HARMONISASI PKS PEMKOT AMBON DAN KANTOR PERTANAHAN KOTA AMBON

Program Optimalisasi Penerimaan Daerah dan Pengelolaan Barang Milik Daerah yang dilaksanakan Komisi Pemberantasan Korupsi (KPK)

Ambon – Selasa, 22 Oktober 2019 Kepala Kantor Pertanahan Kota Ambon M. Togatorop beserta Kabid I, Kabid II, Kabid III, Kabid IV,  Kabid V dan Kepala Kantor Pertanahan Kabupaten/Kota se-Provinsi Maluku  menghadiri acara Harmonisasi Nota Kesepahaman dan Kerja Sama Pengintegrasian Data dan Pensertipikatan Tanah Aset Daerah dalam Program Optimalisasi Penerimaan Daerah dan Pengelolaan Barang Milik Daerah yang dilaksanakan Komisi Pemberantasan Korupsi (KPK) di ruang rapat lantai 6 Kantor Gubernur Provinsi Maluku. 
Acara yang dibuka langsung oleh Sekretaris Daerah Provinsi Maluku ini menyampaikan “Maluku pernah mengalami konflik social sehingga Aset Daerah di Provinsi Maluku Maupun Kota menjadi batu sandungan, dimana aset milik pemerintah daerah tidak terkendali dan sekarang mencoba untuk menata kembali” 

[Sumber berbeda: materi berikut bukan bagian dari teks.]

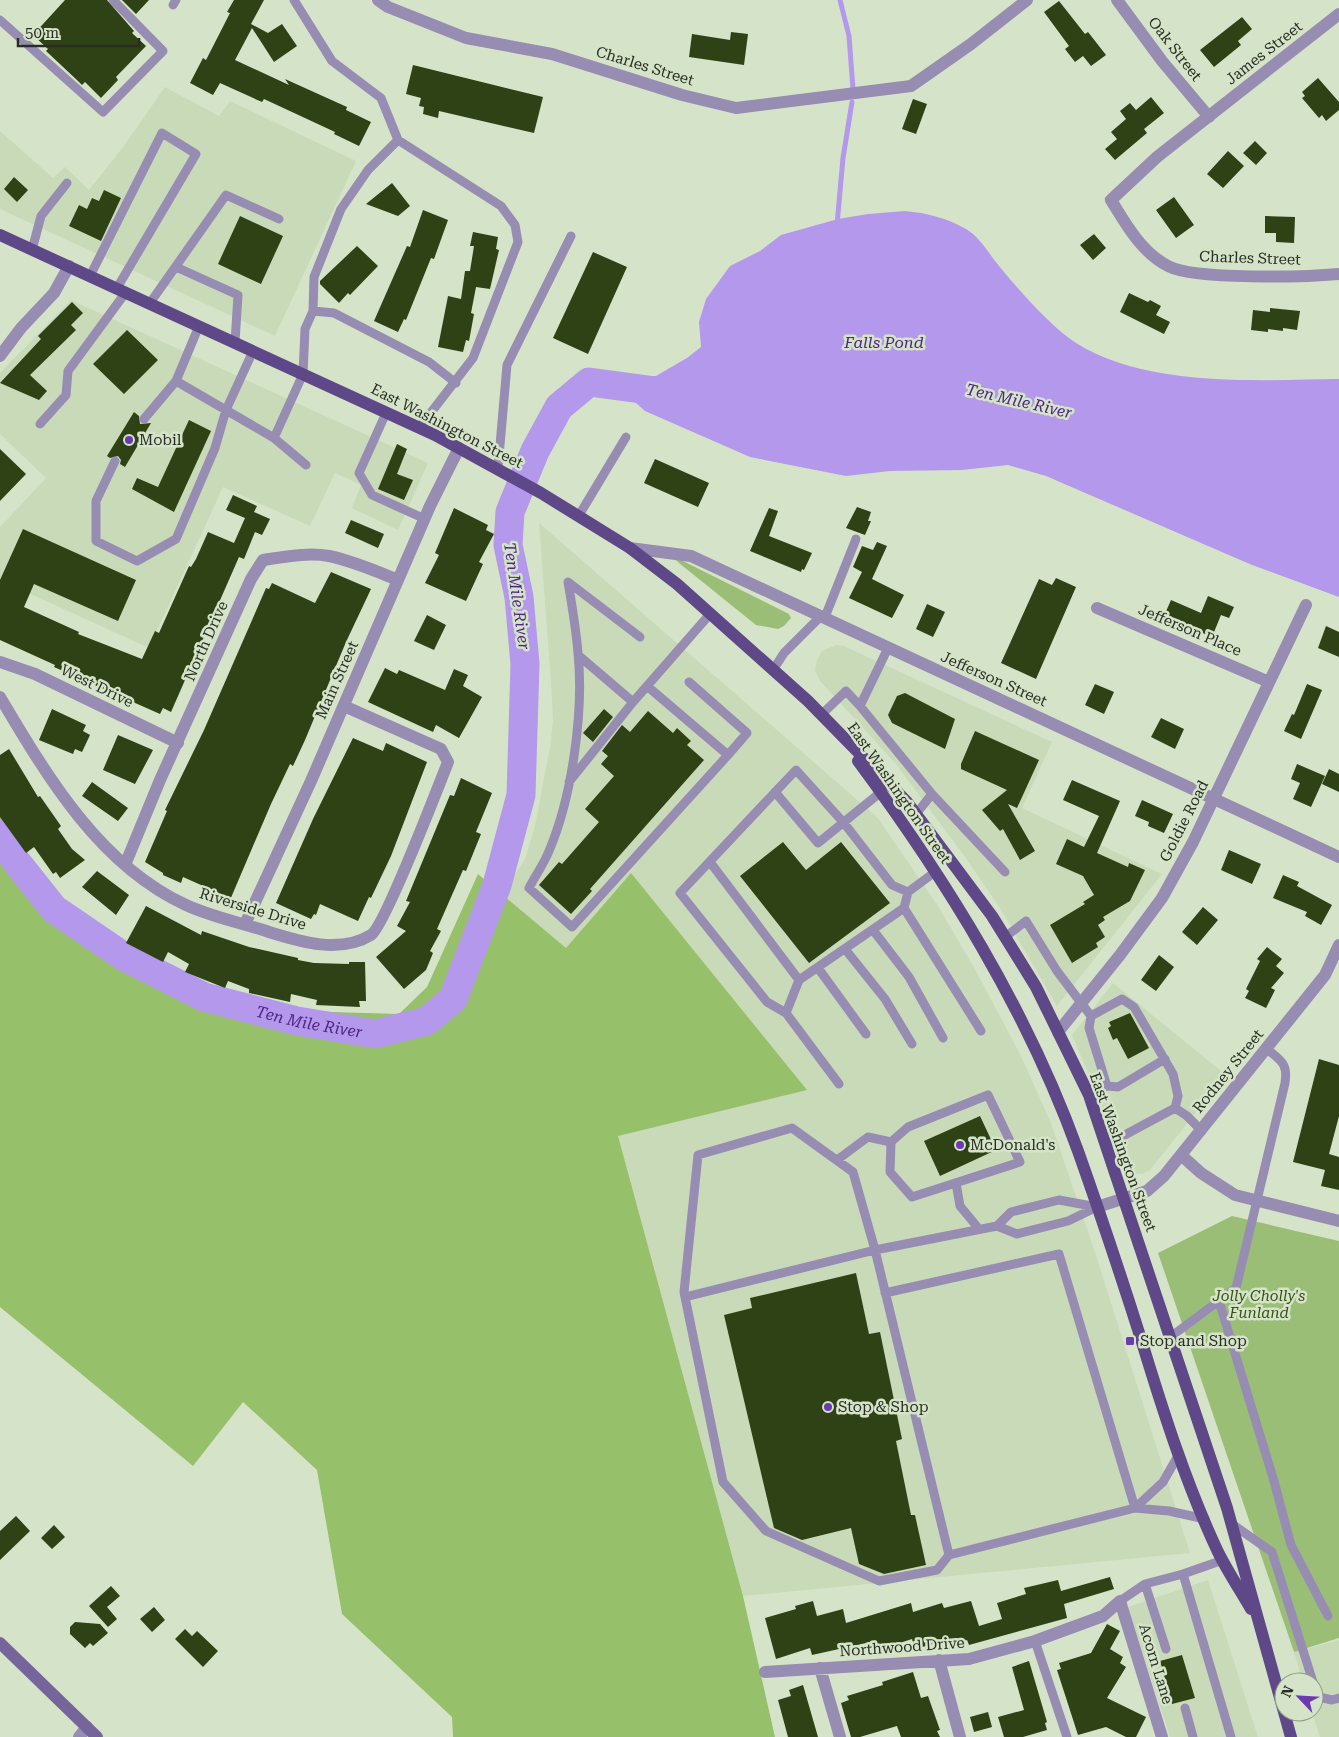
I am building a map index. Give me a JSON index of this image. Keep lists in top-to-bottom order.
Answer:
{
  "streets": {
    "main road": ["East Washington Street"],
    "street": [
      "Oak Street",
      "James Street",
      "Charles Street",
      "Jefferson Place",
      "North Drive",
      "Jefferson Street",
      "Main Street",
      "West Drive",
      "Goldie Road",
      "Riverside Drive",
      "Rodney Street",
      "Northwood Drive",
      "Acorn Lane"
    ]
  },
  "crossings": [
    ["Oak Street", "James Street"],
    ["Oak Street", "Charles Street"],
    ["James Street", "Charles Street"],
    ["East Washington Street", "Jefferson Street"],
    ["East Washington Street", "Main Street"],
    ["East Washington Street", "Goldie Road"],
    ["East Washington Street", "Rodney Street"],
    ["Jefferson Place", "Goldie Road"],
    ["North Drive", "Main Street"],
    ["North Drive", "West Drive"],
    ["North Drive", "Riverside Drive"],
    ["Jefferson Street", "Goldie Road"],
    ["Main Street", "Riverside Drive"],
    ["Northwood Drive", "Acorn Lane"]
  ],
  "water": ["Falls Pond", "Ten Mile River"],
  "parks": ["Jolly Cholly's Funland"],
  "places": {
    "other": ["Mobil", "McDonald's", "Stop & Shop"],
    "transit": ["Stop and Shop"]
  },
  "scale_bar": "50 m",
  "north": "top left"
}
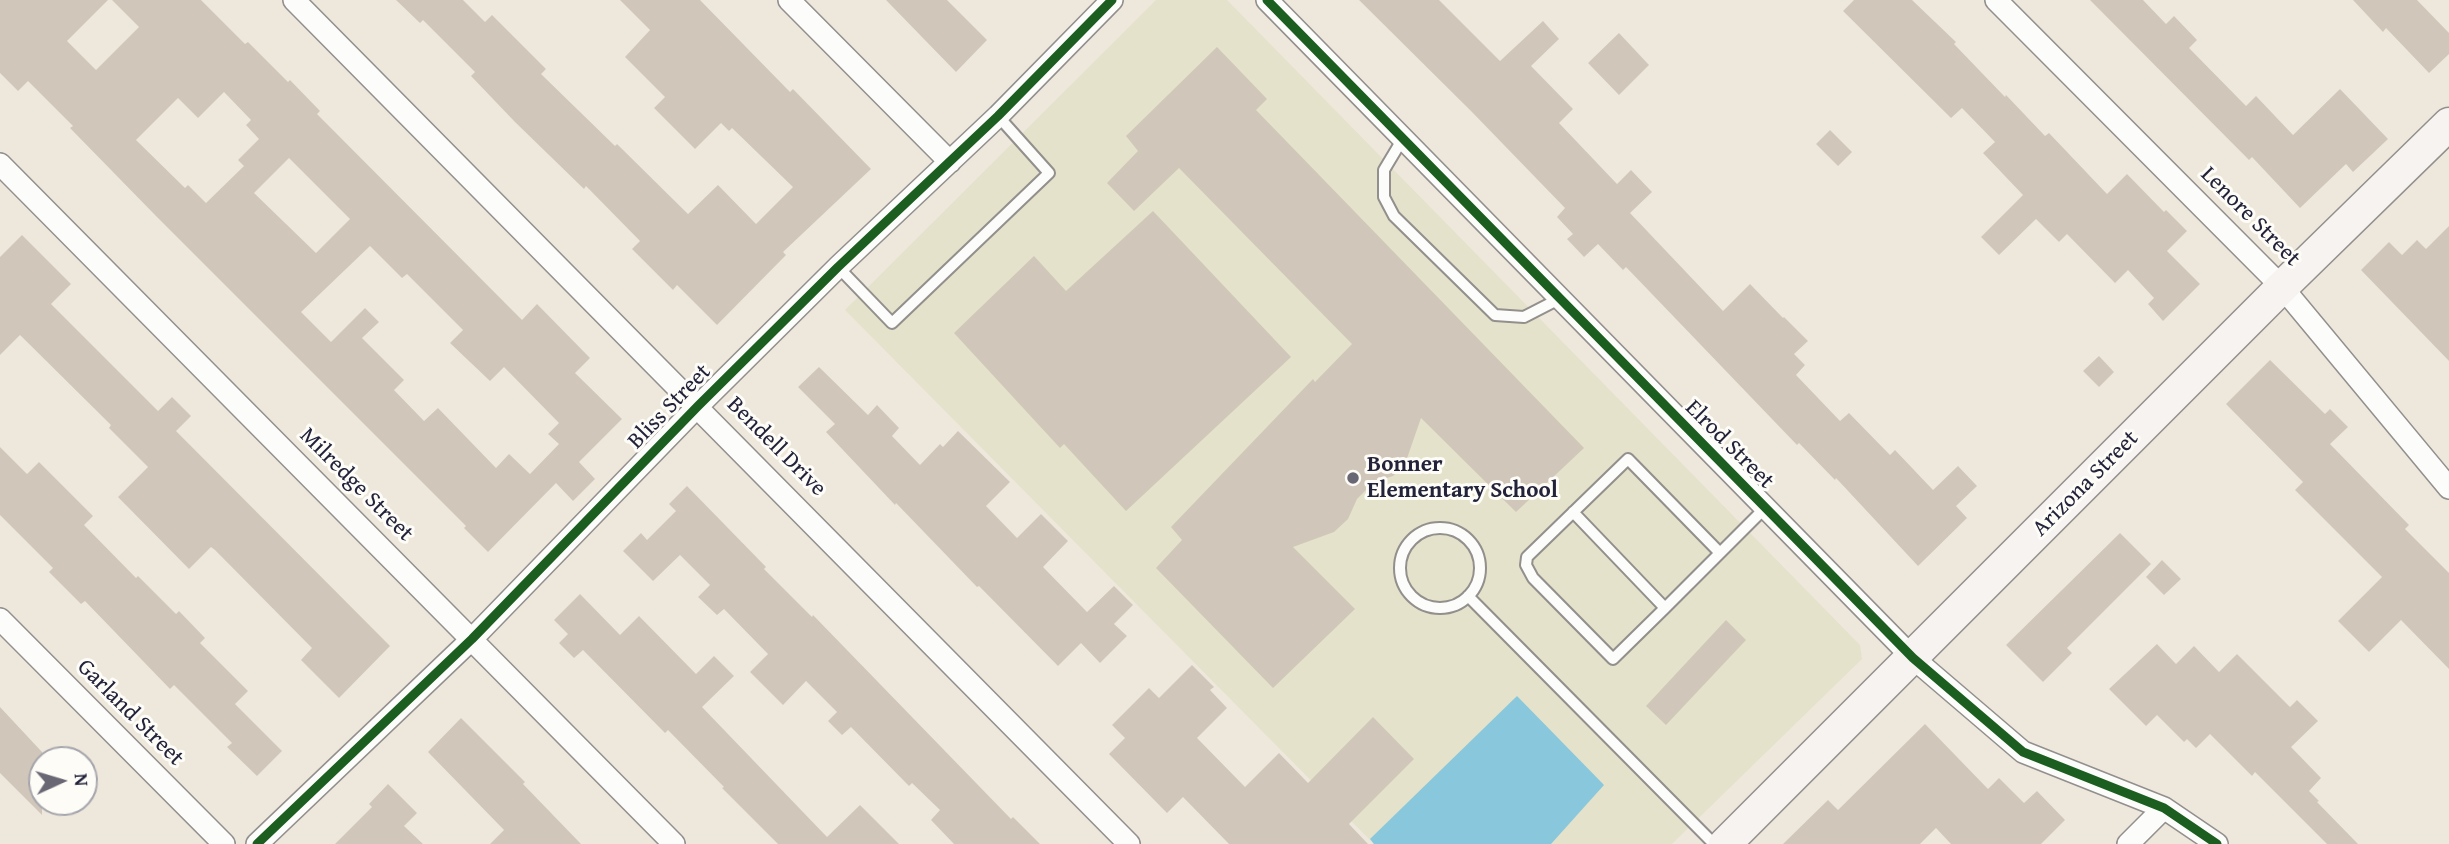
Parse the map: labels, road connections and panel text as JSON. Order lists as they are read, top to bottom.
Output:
{
  "streets": {
    "street": [
      "Lenore Street",
      "Bliss Street",
      "Elrod Street",
      "Bendell Drive",
      "Arizona Street",
      "Milredge Street",
      "Garland Street"
    ]
  },
  "crossings": [
    ["Lenore Street", "Arizona Street"],
    ["Bliss Street", "Bendell Drive"],
    ["Bliss Street", "Milredge Street"],
    ["Elrod Street", "Arizona Street"]
  ],
  "places": ["Bonner Elementary School"],
  "north": "right"
}
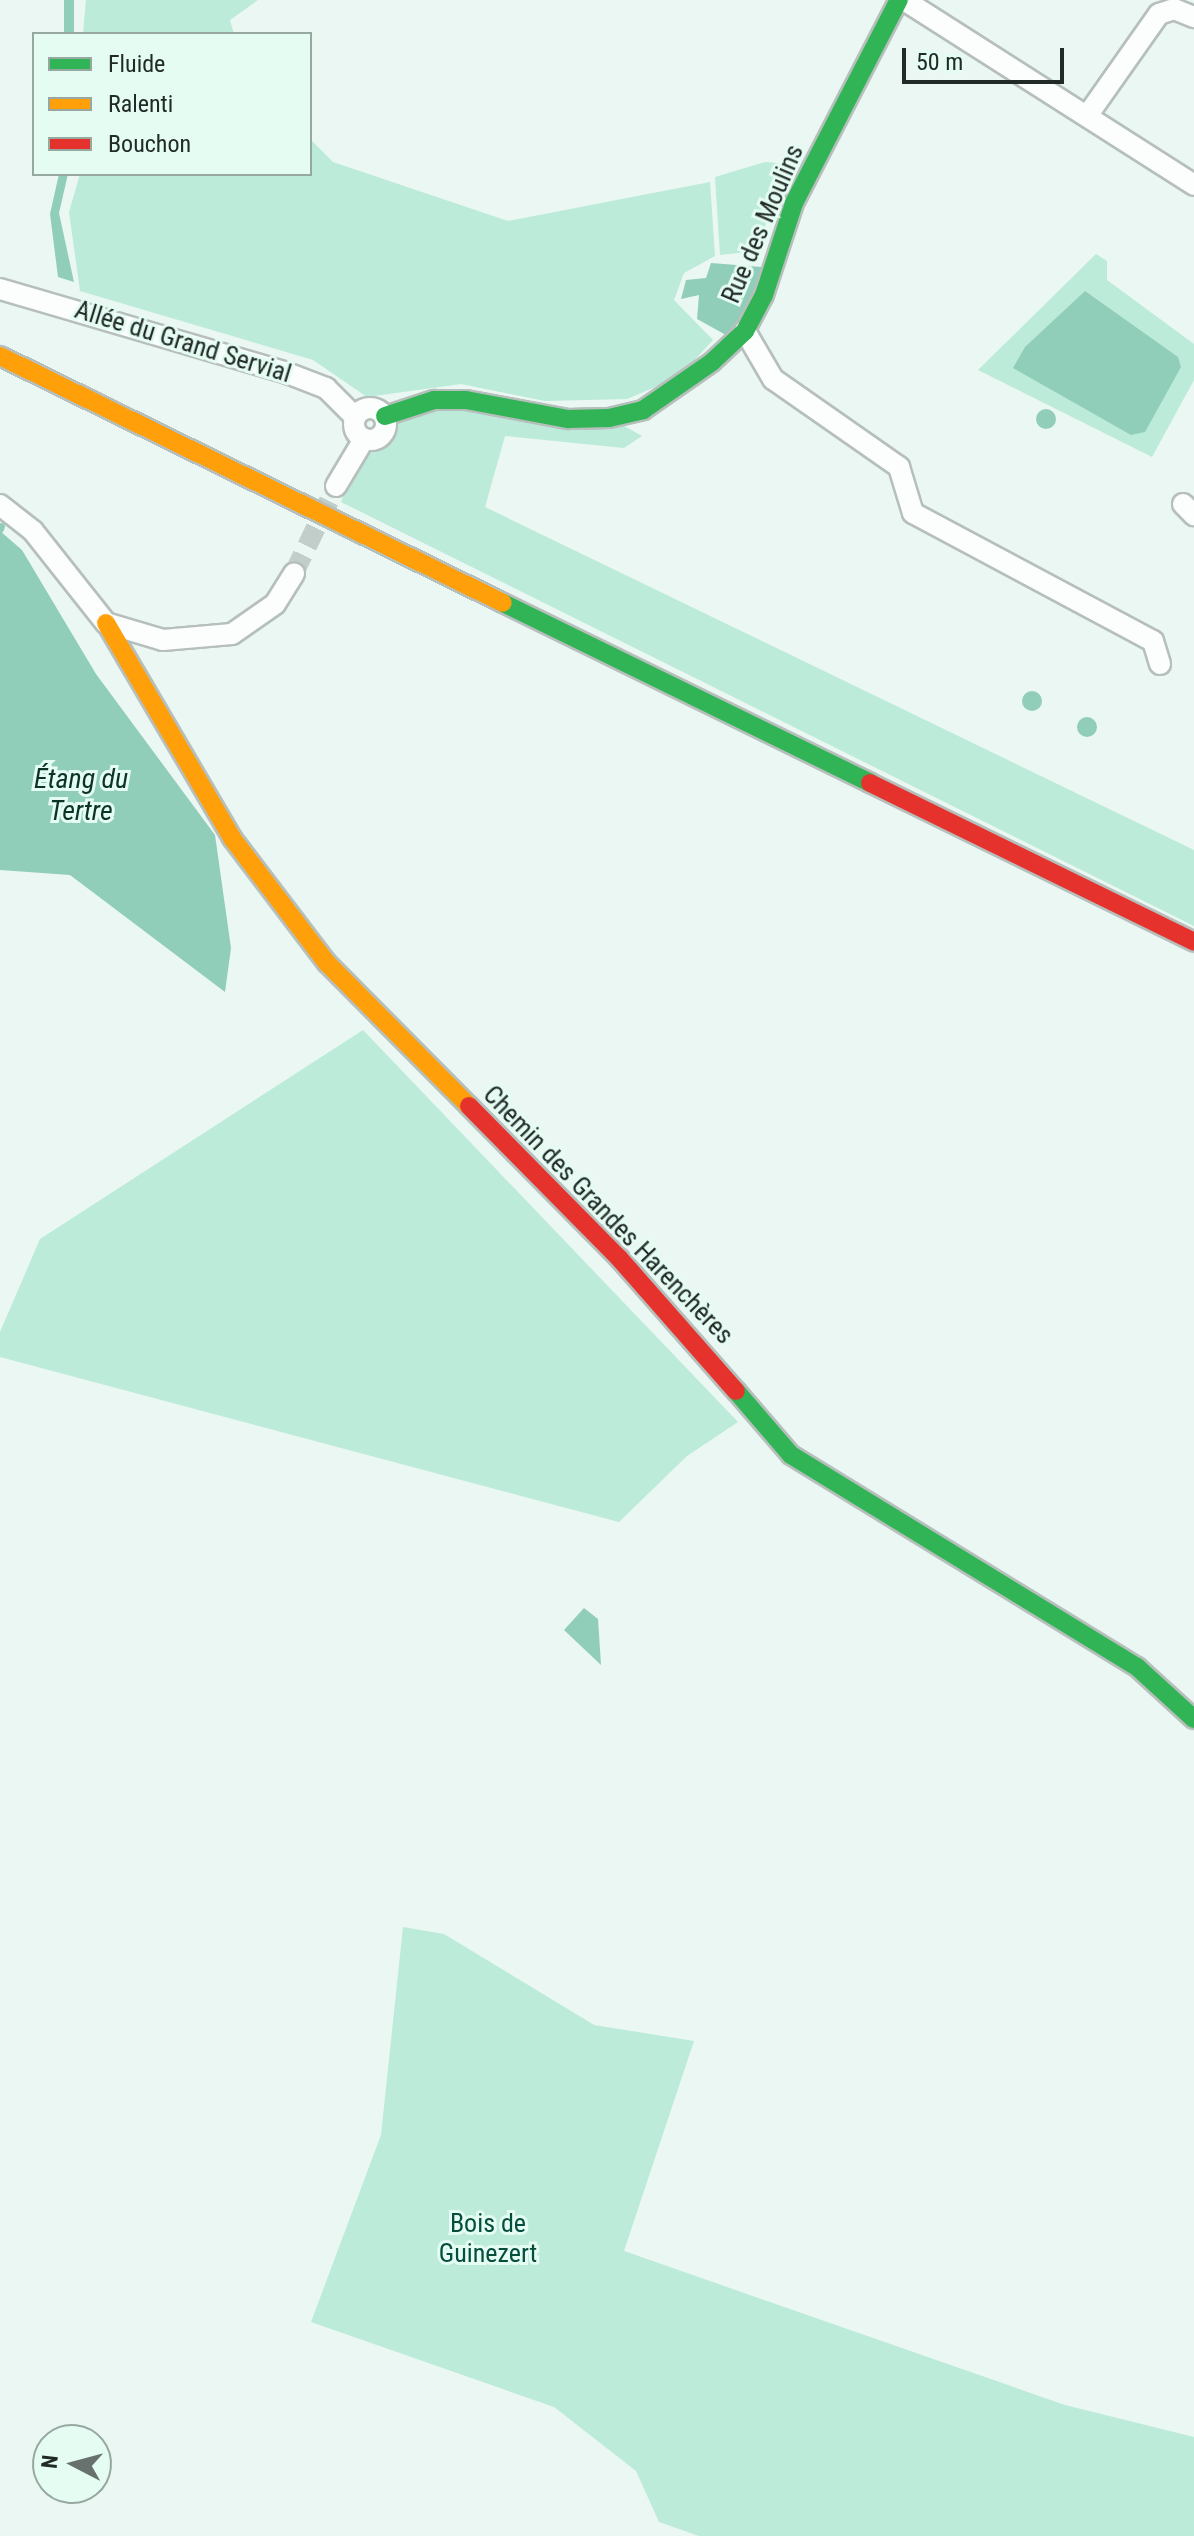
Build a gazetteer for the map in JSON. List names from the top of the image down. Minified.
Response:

Dalam acara Harmonisasi ini pihak KPK menyampaikan salah satu focus kegiatan KPK ditahun 2019 sampai dengan 2020 adalah Optimalisasi Pendapatan Daerah dalam meningkatkan PAD,Kontribusi PAD terhadap APBD, Kesejatraan ASN, Partisipasi Bank Daerah dalam mendorong peningkatan PAD  dan Manajemen Aset Daerah menyangkut Database BMD, Pengamanan BMD (Fisisk dan Administrasi), Penertiban Pengelolaan BMD, Optimalisasi BMD (Kontribusi bagi PAD) hal ini disampaikan didepan  seluruh perwakilan Pemerintah Kabupaten/Kota se Provinsi Maluku bersama pihak Kejaksaan Provinsi Maluku, BPKP Perwakilan Provinsi Maluku dan Bank Pembangunan Daerah Maluku Malut.


M. Togatorop bersama  pihak BPN Provinsi Maluku sebelumnya telah bertemu dengan KPK membahas MoU antara BPN Provinsi Maluku dan Pemerintah Daerah  terkait Pensertipikatan Aset Pemda, Penanganan masalah dan Zona Nilai Tanah (ZNT). Dimana beliau menyampaikan bahwa  dalam Perjanjian Kerja Sama (PKS) Kantor Pertanahan Kota Ambon siap membantu Pemerintah Kota Ambon dalam Pengeintegrasian Data serta Pensertipikatan Tanah Aset Pemkot Ambon yang clear and clean.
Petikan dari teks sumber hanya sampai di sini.